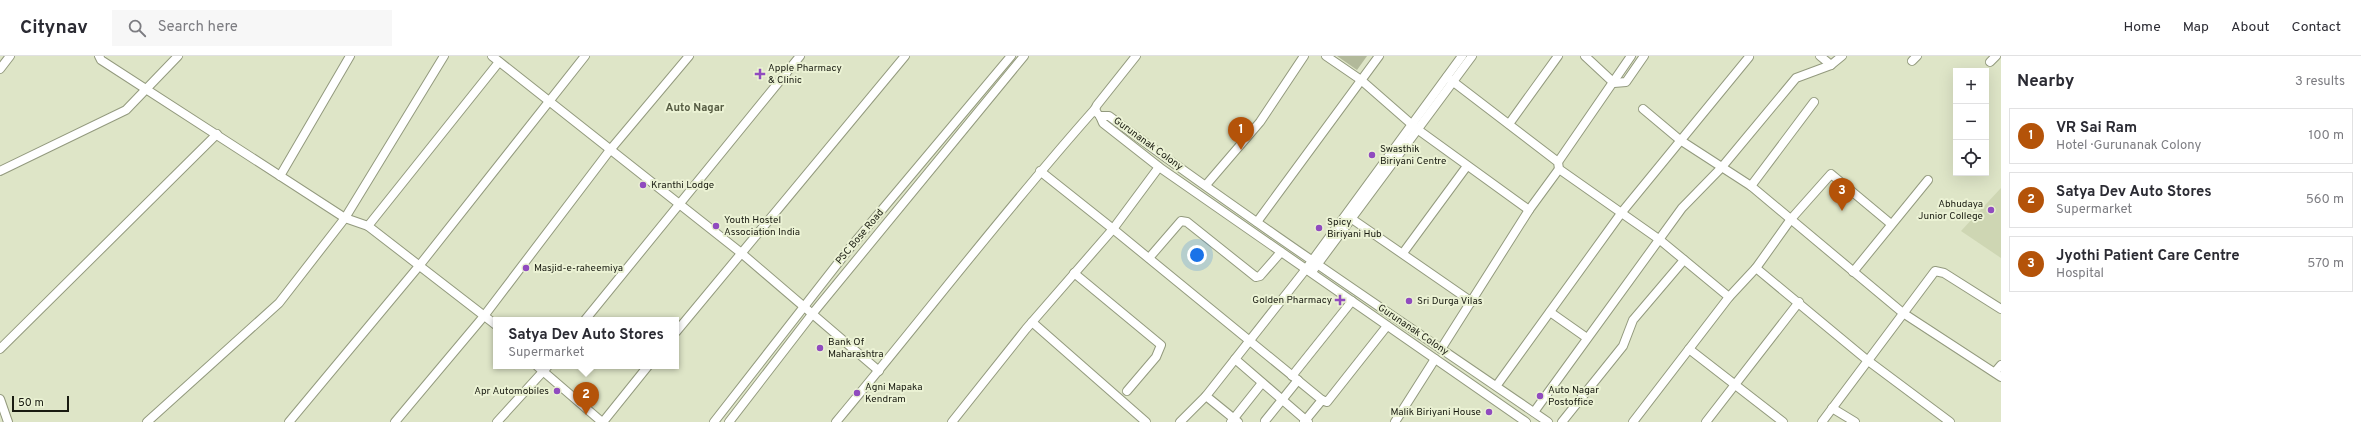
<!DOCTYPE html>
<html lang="en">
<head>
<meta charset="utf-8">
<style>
	:root { --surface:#fff; --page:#f7f7f7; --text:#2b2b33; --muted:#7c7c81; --line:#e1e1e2; --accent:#b45309 }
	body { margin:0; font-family:Overpass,sans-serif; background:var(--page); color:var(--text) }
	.controls { position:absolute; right:12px; top:12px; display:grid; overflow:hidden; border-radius:0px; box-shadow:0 4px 16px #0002 }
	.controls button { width:36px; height:36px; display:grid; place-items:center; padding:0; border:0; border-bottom:1px solid var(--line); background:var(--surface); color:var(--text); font:20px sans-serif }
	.scale { position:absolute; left:12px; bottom:10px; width:57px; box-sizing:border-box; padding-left:4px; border:2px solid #191b11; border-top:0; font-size:11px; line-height:14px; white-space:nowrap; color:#191b11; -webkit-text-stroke:3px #ebf2d4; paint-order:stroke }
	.you { position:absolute; left:1197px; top:199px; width:14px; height:14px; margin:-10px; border:3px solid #fff; border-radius:50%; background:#1a73e8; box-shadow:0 0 0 6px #1a73e833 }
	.badge { display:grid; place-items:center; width:26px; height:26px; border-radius:50%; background:var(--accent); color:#fff; font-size:13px; font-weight:700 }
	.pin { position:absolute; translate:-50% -33px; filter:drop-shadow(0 1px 2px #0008) }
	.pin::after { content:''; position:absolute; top:21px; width:14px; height:12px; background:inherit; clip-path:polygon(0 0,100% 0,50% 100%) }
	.popup { position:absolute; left:493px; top:261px; width:186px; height:52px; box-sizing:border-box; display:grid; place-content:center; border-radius:0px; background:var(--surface); filter:drop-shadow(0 1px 3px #0005); font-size:13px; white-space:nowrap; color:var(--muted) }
	.popup b { font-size:15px; color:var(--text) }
	.popup::after { content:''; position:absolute; left:50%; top:100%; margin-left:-8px; border:8px solid transparent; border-top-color:var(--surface) }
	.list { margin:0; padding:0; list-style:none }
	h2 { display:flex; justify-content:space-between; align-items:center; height:52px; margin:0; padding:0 16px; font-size:17px }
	h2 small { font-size:13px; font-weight:400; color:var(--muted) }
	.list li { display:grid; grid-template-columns:26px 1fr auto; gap:12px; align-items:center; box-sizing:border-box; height:56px; margin:0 8px 8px; padding:0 8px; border:1px solid var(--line); border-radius:0px }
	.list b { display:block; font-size:15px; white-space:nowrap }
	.list p { margin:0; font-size:13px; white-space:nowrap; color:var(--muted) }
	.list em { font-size:13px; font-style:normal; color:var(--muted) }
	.icon { flex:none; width:22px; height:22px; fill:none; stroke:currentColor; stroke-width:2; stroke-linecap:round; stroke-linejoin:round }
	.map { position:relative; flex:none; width:2001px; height:366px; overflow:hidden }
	header { display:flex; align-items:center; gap:24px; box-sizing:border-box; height:56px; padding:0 20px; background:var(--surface); border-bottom:1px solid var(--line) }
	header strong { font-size:19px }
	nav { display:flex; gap:22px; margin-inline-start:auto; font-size:14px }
	.search { width:280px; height:36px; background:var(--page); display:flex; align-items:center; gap:10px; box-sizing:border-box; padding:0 14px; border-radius:0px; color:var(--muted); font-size:15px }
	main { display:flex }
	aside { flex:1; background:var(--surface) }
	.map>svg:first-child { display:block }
</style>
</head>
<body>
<header>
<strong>Citynav</strong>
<div class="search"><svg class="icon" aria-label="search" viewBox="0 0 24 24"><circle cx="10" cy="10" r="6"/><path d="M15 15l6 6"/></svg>Search here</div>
<nav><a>Home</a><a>Map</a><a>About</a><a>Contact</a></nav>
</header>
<main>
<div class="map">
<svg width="2001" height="366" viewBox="0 0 2001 366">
	<rect width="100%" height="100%" fill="#dee5c7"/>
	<polygon fill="#ced6b3" points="2001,132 2001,202 1961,175"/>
	<polygon fill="#b2b99a" points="1337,0 1367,0 1357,14"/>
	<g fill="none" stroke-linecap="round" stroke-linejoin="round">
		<defs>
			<g id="minor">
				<polyline points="99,0 101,4 345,162 368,170 496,269"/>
				<polyline points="492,0 740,196 879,315"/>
				<polyline points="1326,0 1361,24 1417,73 1529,154"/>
				<polyline points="1585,0 1614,27 1626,26 1644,0"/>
				<polyline points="1820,0 1831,9"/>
				<polyline points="1912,5 1917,0"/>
				<polyline points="1990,6 1996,0"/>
				<polyline points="0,13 10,0"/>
				<polyline points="1447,21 1558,106 1559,113 1660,184 1729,241"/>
				<polyline points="1643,53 1680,84 1751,130 1903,257 2001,321"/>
				<polyline points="1097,57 1095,53 1097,49 1136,0"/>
				<path d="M 1100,60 L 1109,60 C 1252,166 1401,265 1548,366"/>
				<polyline points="1100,60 1103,67 1159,111 1526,366"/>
				<polyline points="1509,68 1558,0"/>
				<polyline points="1558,106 1631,0"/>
				<polyline points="0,115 126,54 178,0"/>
				<polyline points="1040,115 1113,173 1322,344"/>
				<polyline points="280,120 350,0"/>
				<polyline points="1206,129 1260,66 1304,0"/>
				<polyline points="1751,130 1814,46"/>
				<polyline points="1352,163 1472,246"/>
				<polyline points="1257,166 1379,0"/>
				<polyline points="368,170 499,6"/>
				<polyline points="1403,197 1467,110"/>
				<polyline points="1149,202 1181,165 1187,166 1256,221 1260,220 1281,196"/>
				<polyline points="1756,212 1867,304 1950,366"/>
				<polyline points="1314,213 1472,0"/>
				<polyline points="1853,216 1928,124"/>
				<polyline points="1074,217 1161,289 1156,301 1127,335"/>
				<polyline points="1550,256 1587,282"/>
				<polyline points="585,264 800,0"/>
				<polyline points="1032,266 1146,366"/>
				<polyline points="676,276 905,0"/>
				<polyline points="0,293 217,78"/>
				<polyline points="1441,293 1529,154 1559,113"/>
				<polyline points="1689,293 1783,366"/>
				<polyline points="1235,303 1308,366"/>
				<polyline points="537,310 602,366"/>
				<polyline points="1995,316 2001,309"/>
				<polyline points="1292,320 1352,245"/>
				<polyline points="1497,329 1622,156 1749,1"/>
				<polyline points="1206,340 1238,366"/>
				<polyline points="0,343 8,366"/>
				<polyline points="1832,352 1855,366"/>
				<polyline points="1534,356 1682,152 1722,111 1796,22 1831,9 1842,0"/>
				<polyline points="1265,365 1298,324"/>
				<polyline points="147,366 279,247 345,162 444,0"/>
				<polyline points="289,366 419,210 585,0"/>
				<polyline points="395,366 484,260 610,94 689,0"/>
				<polyline points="497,366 548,310"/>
				<polyline points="603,366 648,310"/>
				<polyline points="714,366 849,193 1011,0"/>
				<polyline points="729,366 813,257 1024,0"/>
				<path d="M 836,366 C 923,262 1005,154 1095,53"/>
				<polyline points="952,366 1026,273 1113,173 1159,111"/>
				<polyline points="1180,366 1206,340 1306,213 1462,0"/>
				<polyline points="1231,366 1262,327"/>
				<polyline points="1304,366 1322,344 1327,346 1387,270"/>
				<polyline points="1395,366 1435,303"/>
				<polyline points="1562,366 1623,290 1633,264 1684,204"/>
				<polyline points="1633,366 1729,241 1756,212 1791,163 1831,118 1891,168"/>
				<polyline points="1706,366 1799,246"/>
				<polyline points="1822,366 1935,215 1944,217 2001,253"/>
			</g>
		</defs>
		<use href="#minor" stroke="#939a7e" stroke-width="10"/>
		<use href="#minor" stroke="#fff" stroke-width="8"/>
	</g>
	<g fill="#904bbf" stroke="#ebf2d4" stroke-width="1.5">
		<path d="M758 12h4v4h4v4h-4v4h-4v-4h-4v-4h4z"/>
		<circle cx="1372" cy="99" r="4"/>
		<circle cx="643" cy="129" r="4"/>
		<circle cx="1991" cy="154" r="4"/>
		<circle cx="716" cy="170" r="4"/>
		<circle cx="1319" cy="172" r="4"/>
		<circle cx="526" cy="212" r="4"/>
		<path d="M1338 238h4v4h4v4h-4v4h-4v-4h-4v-4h4z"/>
		<circle cx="1409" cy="245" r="4"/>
		<circle cx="820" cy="292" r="4"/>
		<circle cx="557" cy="335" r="4"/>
		<circle cx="857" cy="337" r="4"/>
		<circle cx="1540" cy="340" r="4"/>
		<circle cx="1489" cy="356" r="4"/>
	</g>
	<g text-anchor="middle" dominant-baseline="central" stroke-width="4" stroke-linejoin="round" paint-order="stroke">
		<g font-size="10" fill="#191b11" stroke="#ebf2d4" text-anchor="start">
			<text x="768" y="12">Apple Pharmacy<tspan x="768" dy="12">&amp; Clinic</tspan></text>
			<text x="1380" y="93">Swasthik<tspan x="1380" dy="12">Biriyani Centre</tspan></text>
			<text x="651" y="129">Kranthi Lodge</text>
			<text x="1983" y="148" text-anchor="end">Abhudaya<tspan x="1983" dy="12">Junior College</tspan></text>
			<text x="724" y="164">Youth Hostel<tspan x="724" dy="12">Association India</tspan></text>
			<text x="1327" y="166">Spicy<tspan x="1327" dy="12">Biriyani Hub</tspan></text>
			<text x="534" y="212">Masjid-e-raheemiya</text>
			<text x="1332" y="244" text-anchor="end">Golden Pharmacy</text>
			<text x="1417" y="245">Sri Durga Vilas</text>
			<text x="828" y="286">Bank Of<tspan x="828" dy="12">Maharashtra</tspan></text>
			<text x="865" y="331">Agni Mapaka<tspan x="865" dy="12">Kendram</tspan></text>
			<text x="1548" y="334">Auto Nagar<tspan x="1548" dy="12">Postoffice</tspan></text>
			<text x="549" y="335" text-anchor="end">Apr Automobiles</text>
			<text x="1481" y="356" text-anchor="end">Malik Biriyani House</text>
		</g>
		<g font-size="10" fill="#191b11" stroke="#ebf2d4">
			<text transform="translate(1148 88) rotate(36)">Gurunanak Colony</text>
			<text transform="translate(860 181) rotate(-50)">PSC Bose Road</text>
			<text transform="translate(1413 274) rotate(34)">Gurunanak Colony</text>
		</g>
		<g font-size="11" font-weight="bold" fill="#555b42" stroke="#ebf2d4">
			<text x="695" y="52">Auto Nagar</text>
		</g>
	</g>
</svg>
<div class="controls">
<button>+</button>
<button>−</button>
<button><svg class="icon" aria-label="locate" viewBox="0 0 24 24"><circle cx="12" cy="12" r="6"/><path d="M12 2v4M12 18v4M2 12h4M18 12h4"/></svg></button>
</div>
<div class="scale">50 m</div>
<div class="you"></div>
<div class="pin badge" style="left:1241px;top:94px">1</div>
<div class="pin badge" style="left:586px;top:359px">2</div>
<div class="popup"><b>Satya Dev Auto Stores</b>Supermarket</div>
<div class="pin badge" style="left:1842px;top:155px">3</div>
</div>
<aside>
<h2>Nearby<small>3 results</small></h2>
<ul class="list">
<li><span class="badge">1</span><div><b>VR Sai Ram</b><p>Hotel · Gurunanak Colony</p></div><em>100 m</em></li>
<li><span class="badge">2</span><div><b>Satya Dev Auto Stores</b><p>Supermarket</p></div><em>560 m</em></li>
<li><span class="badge">3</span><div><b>Jyothi Patient Care Centre</b><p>Hospital</p></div><em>570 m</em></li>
</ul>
</aside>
</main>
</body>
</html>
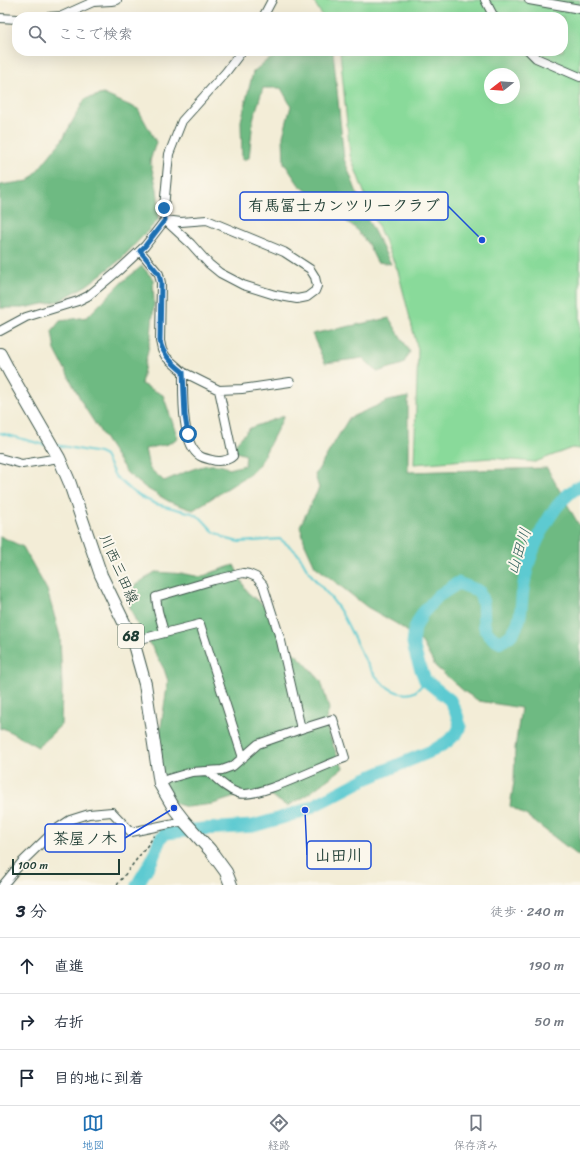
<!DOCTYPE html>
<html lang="ja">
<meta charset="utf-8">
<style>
body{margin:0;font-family:Sriracha,"Klee One",sans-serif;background:#f2f2f3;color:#1f2937}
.compass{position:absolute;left:484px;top:68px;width:36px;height:36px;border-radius:50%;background:#fff;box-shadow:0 4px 16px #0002;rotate:253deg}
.scale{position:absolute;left:12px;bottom:10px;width:108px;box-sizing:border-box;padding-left:4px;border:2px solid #1f3d34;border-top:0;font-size:11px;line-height:14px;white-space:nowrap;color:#1f3d34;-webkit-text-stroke:3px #fbf7ec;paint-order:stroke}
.stop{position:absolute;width:12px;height:12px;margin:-9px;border:3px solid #1f6fb2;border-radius:50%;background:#fff}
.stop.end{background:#1f6fb2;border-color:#fff;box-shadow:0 1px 4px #0008}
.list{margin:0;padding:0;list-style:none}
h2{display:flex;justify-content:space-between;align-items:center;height:52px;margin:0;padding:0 16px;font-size:17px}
h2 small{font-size:13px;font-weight:400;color:#747a83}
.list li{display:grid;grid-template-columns:26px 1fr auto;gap:12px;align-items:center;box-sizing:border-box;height:56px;padding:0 16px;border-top:1px solid #e0e1e3}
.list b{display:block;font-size:15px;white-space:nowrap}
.list em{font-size:13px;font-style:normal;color:#747a83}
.icon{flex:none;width:22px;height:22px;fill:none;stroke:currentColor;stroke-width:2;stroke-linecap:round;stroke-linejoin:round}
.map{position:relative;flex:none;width:580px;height:885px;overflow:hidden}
.search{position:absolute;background:#fff;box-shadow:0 4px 16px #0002;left:12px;right:12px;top:12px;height:44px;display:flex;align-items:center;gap:10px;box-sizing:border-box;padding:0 14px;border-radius:16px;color:#747a83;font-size:15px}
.sheet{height:220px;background:#fff}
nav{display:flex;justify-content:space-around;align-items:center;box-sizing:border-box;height:56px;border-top:1px solid #e0e1e3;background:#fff;font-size:11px;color:#747a83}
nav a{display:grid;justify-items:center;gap:2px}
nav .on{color:#1f6fb2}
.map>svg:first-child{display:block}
.green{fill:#89da9a;stroke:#548c67;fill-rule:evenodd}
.forest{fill:#6eba82;stroke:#467c5b}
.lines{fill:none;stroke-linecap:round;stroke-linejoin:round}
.stream{stroke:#5dcad1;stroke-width:2}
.river{stroke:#5dcad1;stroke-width:13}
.minor-casing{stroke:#3f574c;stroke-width:10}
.primary-casing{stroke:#3f574c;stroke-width:14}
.path{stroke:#3f574c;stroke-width:1.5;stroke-dasharray:3 3;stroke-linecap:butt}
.minor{stroke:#fff;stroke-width:8}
.primary{stroke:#fff;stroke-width:12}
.route{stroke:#1f6fb2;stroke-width:5}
.labels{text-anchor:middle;stroke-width:4;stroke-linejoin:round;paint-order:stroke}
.shield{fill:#fbf7ec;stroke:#61756b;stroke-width:1}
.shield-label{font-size:14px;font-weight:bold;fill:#1f3d34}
.street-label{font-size:15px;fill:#1f3d34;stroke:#fbf7ec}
.water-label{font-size:16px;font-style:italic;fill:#2e605b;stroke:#fbf7ec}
.leader{fill:none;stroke:#1d4ed8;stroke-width:1.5}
.callout-dot{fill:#1d4ed8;stroke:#fbf7ec;stroke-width:1.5}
.callout{fill:#fbf7ec;stroke:#1d4ed8;stroke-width:1.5}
.callout-label{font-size:16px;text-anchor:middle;font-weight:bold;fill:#1f3d34}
</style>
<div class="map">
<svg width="580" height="885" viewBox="0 0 580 885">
<rect width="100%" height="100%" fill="#fbf7ec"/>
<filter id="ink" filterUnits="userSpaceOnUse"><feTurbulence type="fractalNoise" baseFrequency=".025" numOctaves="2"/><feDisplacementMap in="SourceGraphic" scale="8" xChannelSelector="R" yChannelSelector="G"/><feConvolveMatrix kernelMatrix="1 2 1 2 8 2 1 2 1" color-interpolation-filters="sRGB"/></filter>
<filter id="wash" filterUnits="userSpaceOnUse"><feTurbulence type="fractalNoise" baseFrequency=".012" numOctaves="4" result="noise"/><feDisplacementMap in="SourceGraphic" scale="16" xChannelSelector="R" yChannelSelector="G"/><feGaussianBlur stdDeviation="0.9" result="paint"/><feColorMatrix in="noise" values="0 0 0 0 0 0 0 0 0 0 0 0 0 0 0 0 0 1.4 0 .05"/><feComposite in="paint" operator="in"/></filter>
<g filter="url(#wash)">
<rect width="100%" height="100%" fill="#f3edd7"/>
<path class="green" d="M313,0H580V449L572,448L535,462L491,458L414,464L418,350L398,271L370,208L350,155L340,51H563V17H323ZM490,74H514V98H490Z"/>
<path class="forest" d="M288,51H333L344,159L365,214L391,264L377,262L368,244L354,227L299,185L284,163L283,136L291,106L281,88H263L253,120L249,158L242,160L241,121L253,72L266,61Z
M103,94L138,109L156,142L150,161L157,189L159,206L158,220L120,260L87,285L59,301L23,308H0V185L29,181L62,140L85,99Z
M142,266L153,279L154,304L151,335L141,384L163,395L178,438L168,444L145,449L149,468L164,481C182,474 212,457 229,469L245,465L246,455L236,452L234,445L250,428L284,416L260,463L250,474L193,510L170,502L146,488L127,473L85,408L55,350L52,331L60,321L87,317L121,283Z
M389,318L410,352L403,364L377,372L363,358L325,363L312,334Z
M408,397V472L547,468L580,527V857L527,816L510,806L514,782L515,748L521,708L479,701L465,692L435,666L422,642L397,624L367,607L315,566L305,544L300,526L319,488L315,475L349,418L388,401Z
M0,536L23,547L47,590L60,636L62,687L61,725L38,747L3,728L0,729Z
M234,565L247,592L267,608L288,648L301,659L321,681L329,709L325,723L333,745L343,768L304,797L287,806L265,792L241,795L213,804L187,807L174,803L161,775L160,733L168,681L164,669L152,647L141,634L127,600L134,586L155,572L185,574L201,577L216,571Z"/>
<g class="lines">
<path class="stream" d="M0,433L45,445
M56,445L99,453L105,456L115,476L127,487L141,497L156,504L192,513L201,518L213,531L227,539L239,542L280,539C286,544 294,549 299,555C303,561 306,569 312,576C321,587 331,596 339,609C355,633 368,686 401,693C413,696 419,690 425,680"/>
<path class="river" d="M137,885L152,860L160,839L166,833L203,829L253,826L281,818L305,810L365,779L434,750L447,742L457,733L460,726L457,715L450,700L425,680L417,659L413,643L415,628L422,614L438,596L458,583L479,591C480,595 482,599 483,603C485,622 479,631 499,642C509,639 514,633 518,623C522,612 521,602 523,590C527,556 549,503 580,486"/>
</g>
</g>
<g filter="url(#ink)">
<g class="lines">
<g class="minor-casing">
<path id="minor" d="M485,0L494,17
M529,0L580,9
M47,17L62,16L93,2L111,1L117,0
M263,17L272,0
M0,18L17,19
M529,51L536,58L580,77
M165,220L181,222L207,220L284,252L310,269L315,277L317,286L315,291L307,297L297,299L275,295L243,285L220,273L209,264L191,244Z
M140,251L159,274L161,283L160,341L162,350L166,357L183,372L219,390L242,389L290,382
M0,331L26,317L78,301L88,296L118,271L145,246L165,220L164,208L169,154L182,121L226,72L242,51
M183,372C183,392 181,445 200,456C203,458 208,459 212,460C218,462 228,461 233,456L219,390
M0,458L22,464L59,458
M164,632L158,611L156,597L214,580L243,573L249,574L256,577L263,585L281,641L301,729
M133,641L200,624L243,758
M160,784L168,779L192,772L222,770L233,766L258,744L301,729L333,719L345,758C323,765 256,800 238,793C226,789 217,779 208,771
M3,885L22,862L55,830L70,820L89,814L112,812L131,832L184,821"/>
</g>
<g class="primary-casing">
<path id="primary" d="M0,354L10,373L59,458L69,481L101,575L133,641L145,684L160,784L174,808L184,821L210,850L226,872L231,885"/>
</g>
<path class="path" d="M117,885L150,842L154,835"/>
<use href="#minor" class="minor"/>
<use href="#primary" class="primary"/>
</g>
</g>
<g class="lines" filter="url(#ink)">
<path class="route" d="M164,208L165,220L145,246L140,251L159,274L161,283L160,341C163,355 172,363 183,372L185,416L188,434"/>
</g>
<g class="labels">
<rect class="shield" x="118" y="624" width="26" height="24" rx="3"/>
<g class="shield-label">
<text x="131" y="641">68</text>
</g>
<g class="street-label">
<text transform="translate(119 569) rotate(66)" y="5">川西三田線</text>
</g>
<g class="water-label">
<text transform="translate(518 551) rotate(-72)" y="6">山田川</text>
</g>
</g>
<path class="leader" d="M482 240L448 206M174 808L125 838M305 810L307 855"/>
<g class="callout-dot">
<circle cx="482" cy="240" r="4"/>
<circle cx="174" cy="808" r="4"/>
<circle cx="305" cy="810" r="4"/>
</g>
<g class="callout">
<rect x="240" y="192" width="208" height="28" rx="4"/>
<rect x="45" y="824" width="80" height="28" rx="4"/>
<rect x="307" y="841" width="64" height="28" rx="4"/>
</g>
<g class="callout-label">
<text x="344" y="211">有馬冨士カンツリークラブ</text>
<text x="85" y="844">茶屋ノ木</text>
<text x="339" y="861">山田川</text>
</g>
</svg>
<svg class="compass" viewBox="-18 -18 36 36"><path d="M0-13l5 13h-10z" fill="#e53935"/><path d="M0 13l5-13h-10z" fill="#747a83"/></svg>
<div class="scale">100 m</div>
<div class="stop" style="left:188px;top:434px"></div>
<div class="stop end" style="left:164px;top:208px"></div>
<div class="search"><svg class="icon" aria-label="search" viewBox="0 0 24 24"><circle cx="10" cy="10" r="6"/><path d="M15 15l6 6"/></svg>ここで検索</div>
</div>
<section class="sheet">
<h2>3 分<small>徒歩 · 240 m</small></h2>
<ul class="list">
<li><svg class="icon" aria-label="ahead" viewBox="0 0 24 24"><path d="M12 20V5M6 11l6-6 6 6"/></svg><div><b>直進</b></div><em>190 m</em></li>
<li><svg class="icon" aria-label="right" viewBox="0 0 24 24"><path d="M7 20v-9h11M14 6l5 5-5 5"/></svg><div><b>右折</b></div><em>50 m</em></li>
<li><svg class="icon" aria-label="arrive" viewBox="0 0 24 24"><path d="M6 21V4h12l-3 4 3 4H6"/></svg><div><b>目的地に到着</b></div></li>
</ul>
</section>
<nav>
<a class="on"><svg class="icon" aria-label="map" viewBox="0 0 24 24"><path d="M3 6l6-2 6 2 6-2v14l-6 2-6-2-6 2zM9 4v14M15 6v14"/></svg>地図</a>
<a><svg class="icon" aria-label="directions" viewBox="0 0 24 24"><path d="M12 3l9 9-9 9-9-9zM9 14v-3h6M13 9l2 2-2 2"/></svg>経路</a>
<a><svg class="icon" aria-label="saved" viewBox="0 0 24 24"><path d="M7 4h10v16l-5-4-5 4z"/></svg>保存済み</a>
</nav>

====

All lines from the beginning of the material above through the line holding "position:absolute; right:12px; top:12px;" are to be given again exactly, and no others; pictures do not go in.

<!DOCTYPE html>
<html lang="en">
<head>
<meta charset="utf-8">
<style>
	:root { --surface:#fff; --page:#f7f7f7; --text:#2b2b33; --muted:#7c7c81; --line:#e1e1e2; --accent:#b45309 }
	body { margin:0; font-family:Overpass,sans-serif; background:var(--page); color:var(--text) }
	.controls { position:absolute; right:12px; top:12px; display:grid; overflow:hidden; border-radius:0px; box-shadow:0 4px 16px #0002 }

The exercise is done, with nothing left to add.